C.P. CHANDRASEKHARWHEN the United Front Ministry resigned and mid-term elections were announced, Finance Minister P. Chidambaram and his advisers in the Finance Ministry may secretly have rejoiced. This political turn in the middle of the fiscal year permits them to virtually wash their hands of a fiscal and economic crisis they have engineered. Figures now available for the first seven months of fiscal year 1997-98 (April to October) show that tax collections have grown far less than warranted even by the lower- than-expected rate of growth of the economy. To be specific, direct tax collections have grown by just 1.7 per cent when compared with the corresponding period of the previous year, excise collections by 3.5 per cent, and service tax revenues by 73.2 per cent, while customs duty collections have, in fact, fallen by 3.5 per cent. These figures are way short of the revenue growth projected in the so-called 'watershed' budget for 1997-98, which provided for increases of 15.6 per cent, 13 per cent, 121.7 per cent and 18.3 per cent respectively under these tax heads. To add to the Finance Ministry's woes, poor market conditions have not allowed it to mobilise any 'revenues' from the sale of equity of the Government's best public sector enterprises. The budget, on the other hand, had made an initial provision of Rs.4,800 crores under this head.
These early signs of a virtual collapse in additional revenue generation suggest that, even if the Government can restrict its expenditures to that projected in the budget, the fiscal deficit would touch 6.5 per cent of the Gross Domestic Product(GDP), as compared with the target of 4.5 per cent Chidambaram had set himself. It could no doubt be argued that direct tax collections tend to bunch at the end of the year and that the rupee value of imports, and therefore revenues from customs duties, would rise because of the devaluation of the rupee since early November. However, higher customs duties on this count, even if realised, are an unexpected bonanza that fiscal policy cannot be held responsible for. Further, these higher revenues and any end-year increase in the rate of growth direct tax revenues are likely to be neutralised by just one item of unbudgeted expenditure, namely the larger than projected outgo resulting from the implementation of the revised Pay Commission recommendations.
It is true that Chidambaram had announced a package of measures to cover this additional expenditure.
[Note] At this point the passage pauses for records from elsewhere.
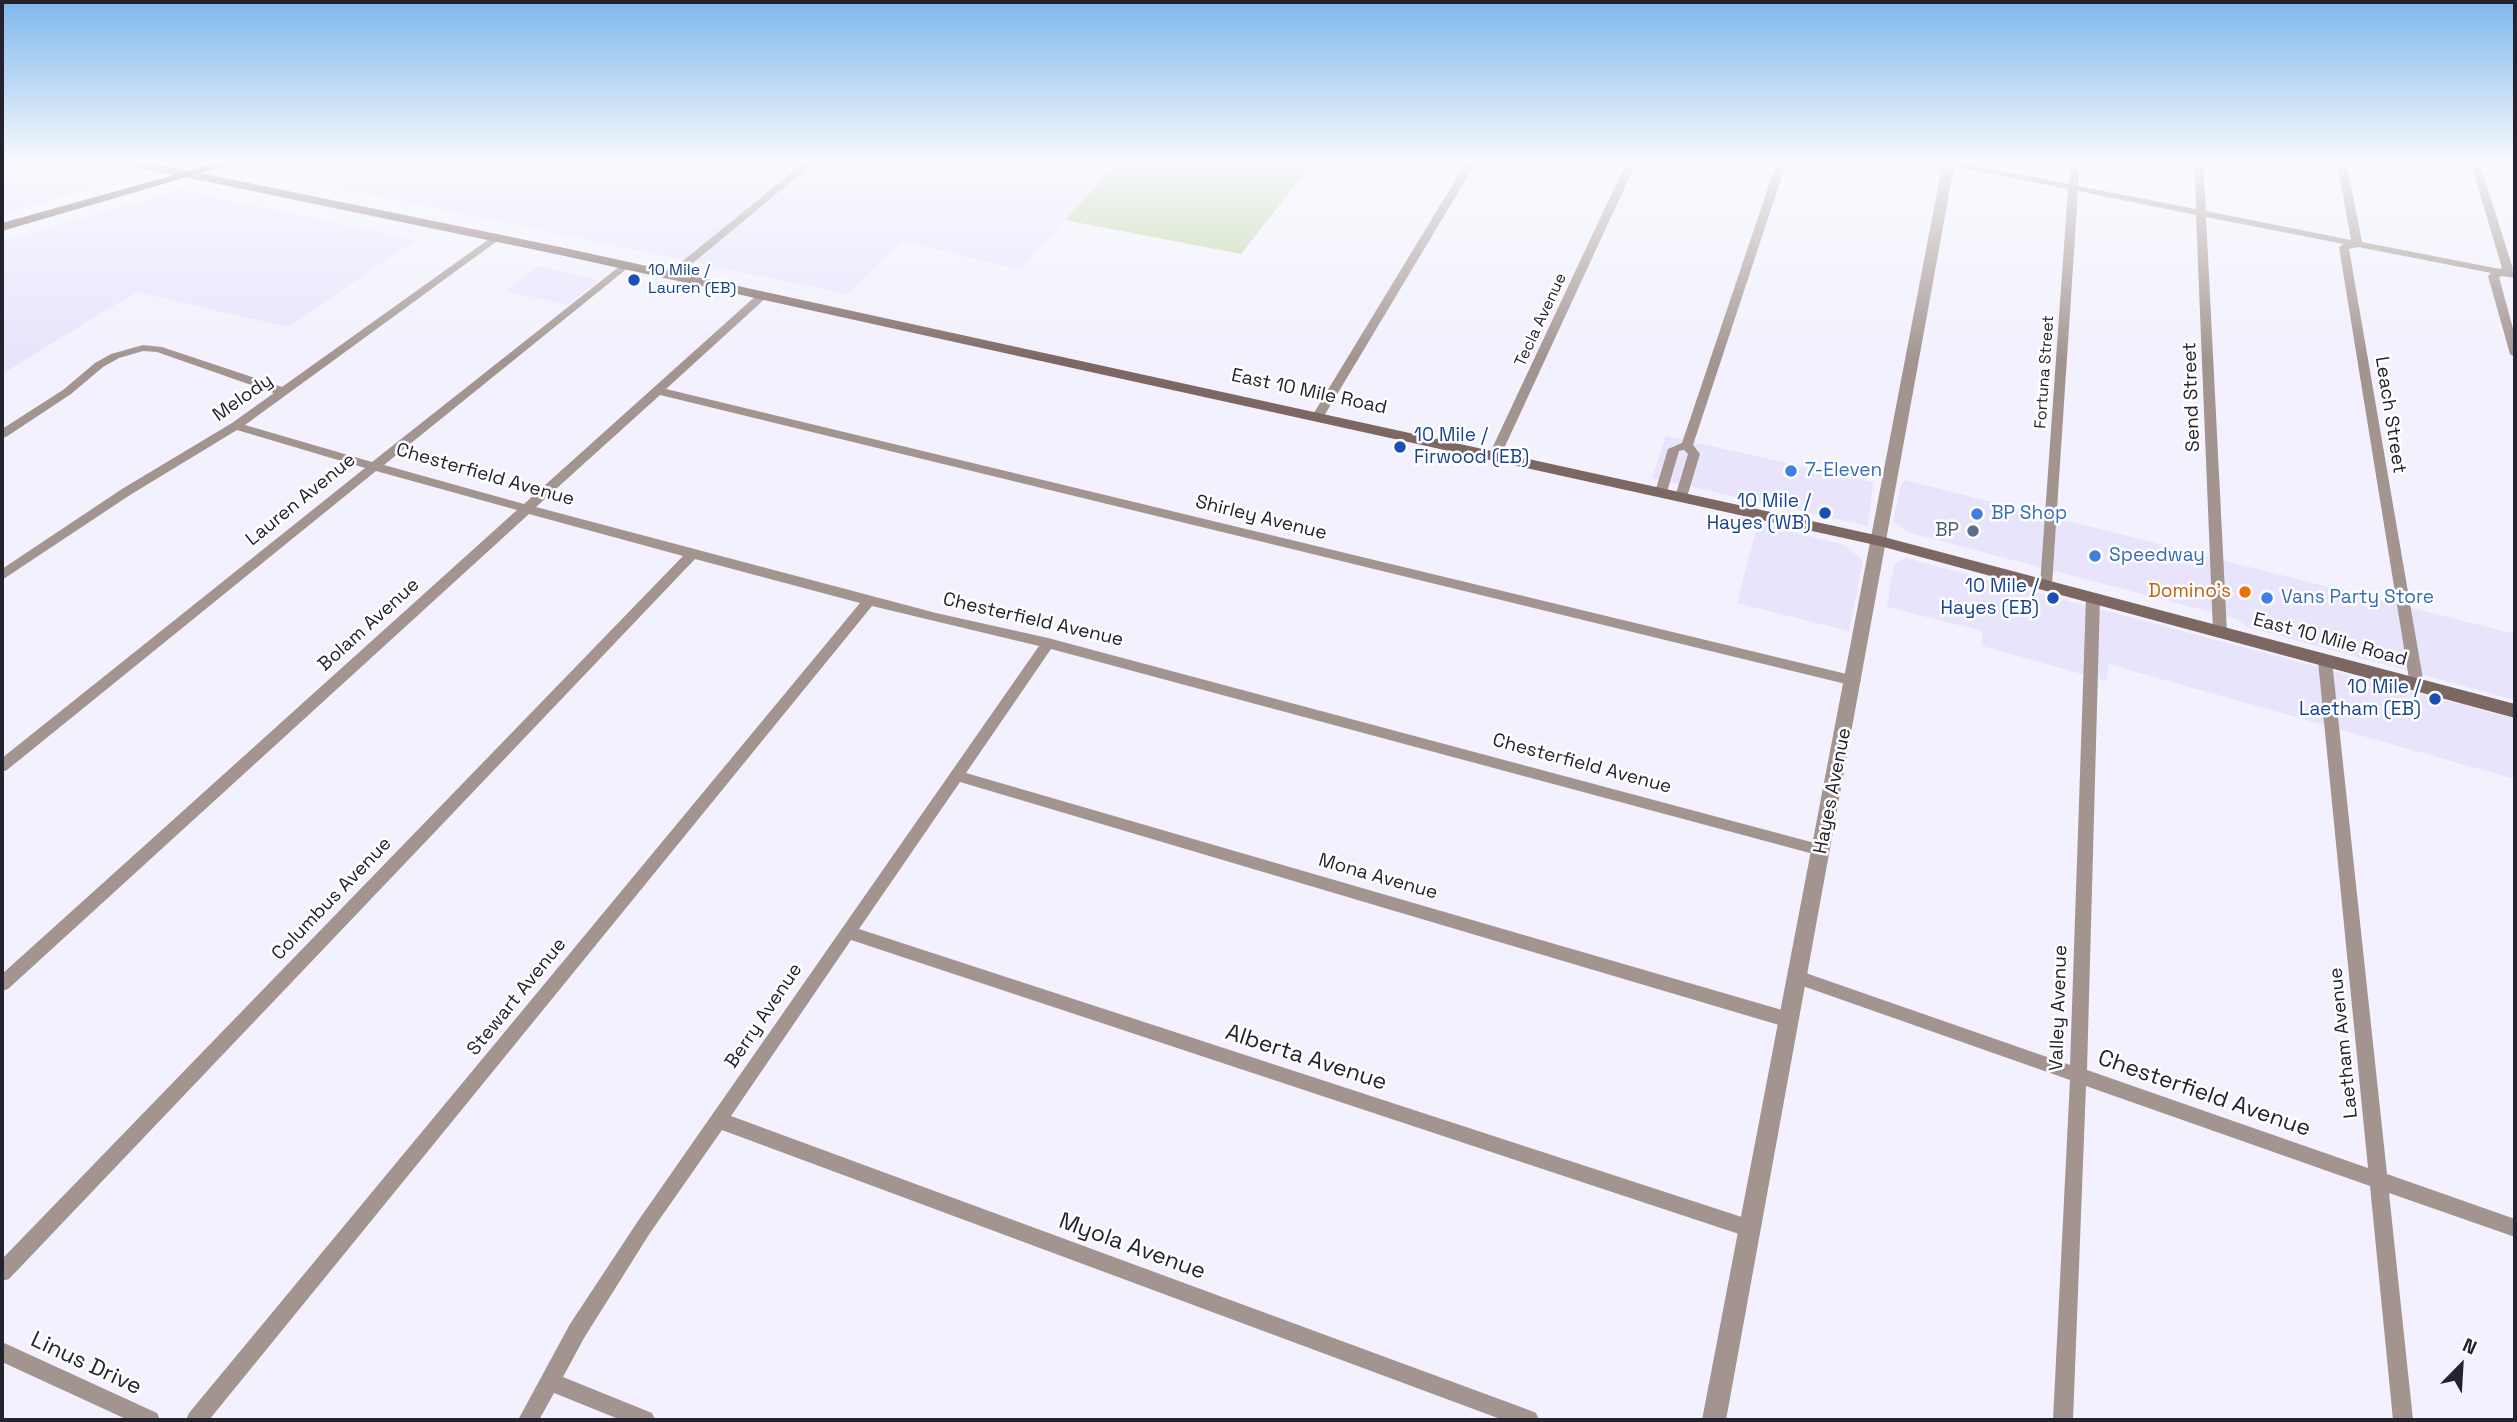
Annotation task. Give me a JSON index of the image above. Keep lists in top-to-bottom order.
{
  "streets": {
    "main road": ["East 10 Mile Road"],
    "street": [
      "Tecla Avenue",
      "Fortuna Street",
      "Send Street",
      "Melody",
      "Leach Street",
      "Chesterfield Avenue",
      "Lauren Avenue",
      "Shirley Avenue",
      "Bolam Avenue",
      "Hayes Avenue",
      "Mona Avenue",
      "Columbus Avenue",
      "Stewart Avenue",
      "Valley Avenue",
      "Berry Avenue",
      "Laetham Avenue",
      "Alberta Avenue",
      "Myola Avenue",
      "Linus Drive"
    ]
  },
  "crossings": [
    ["Tecla Avenue", "East 10 Mile Road"],
    ["Fortuna Street", "East 10 Mile Road"],
    ["East 10 Mile Road", "Send Street"],
    ["East 10 Mile Road", "Melody"],
    ["East 10 Mile Road", "Leach Street"],
    ["East 10 Mile Road", "Lauren Avenue"],
    ["East 10 Mile Road", "Bolam Avenue"],
    ["East 10 Mile Road", "Hayes Avenue"],
    ["East 10 Mile Road", "Valley Avenue"],
    ["East 10 Mile Road", "Laetham Avenue"],
    ["Melody", "Chesterfield Avenue"],
    ["Chesterfield Avenue", "Lauren Avenue"],
    ["Chesterfield Avenue", "Bolam Avenue"],
    ["Chesterfield Avenue", "Hayes Avenue"],
    ["Chesterfield Avenue", "Columbus Avenue"],
    ["Chesterfield Avenue", "Stewart Avenue"],
    ["Chesterfield Avenue", "Valley Avenue"],
    ["Chesterfield Avenue", "Berry Avenue"],
    ["Chesterfield Avenue", "Laetham Avenue"],
    ["Shirley Avenue", "Bolam Avenue"],
    ["Shirley Avenue", "Hayes Avenue"],
    ["Hayes Avenue", "Mona Avenue"],
    ["Hayes Avenue", "Alberta Avenue"],
    ["Mona Avenue", "Berry Avenue"],
    ["Berry Avenue", "Alberta Avenue"],
    ["Berry Avenue", "Myola Avenue"]
  ],
  "places": [
    "10 Mile / Lauren (EB)",
    "10 Mile / Firwood (EB)",
    "7-Eleven",
    "10 Mile / Hayes (WB)",
    "BP Shop",
    "BP",
    "Speedway",
    "Domino's",
    "10 Mile / Hayes (EB)",
    "Vans Party Store",
    "10 Mile / Laetham (EB)"
  ],
  "north": "top right"
}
The package consisted of new indirect taxes, an additional Rs.2,200 crores from privatisation and a substantial cut in expenditures. The first of these, as in the case of indirect taxes in general, would yield less than expected. The second would yield nothing at all, as established by the Government's decision to withdraw the planned issue of GDRs against shares of the Gas Authority of India Ltd. And the third, as past experience suggests, would not have yielded the expected results even in normal times, and would definitely not do so in a situation where the announcement of elections have triggered unplanned expenditures like that on the North-East Development Fund.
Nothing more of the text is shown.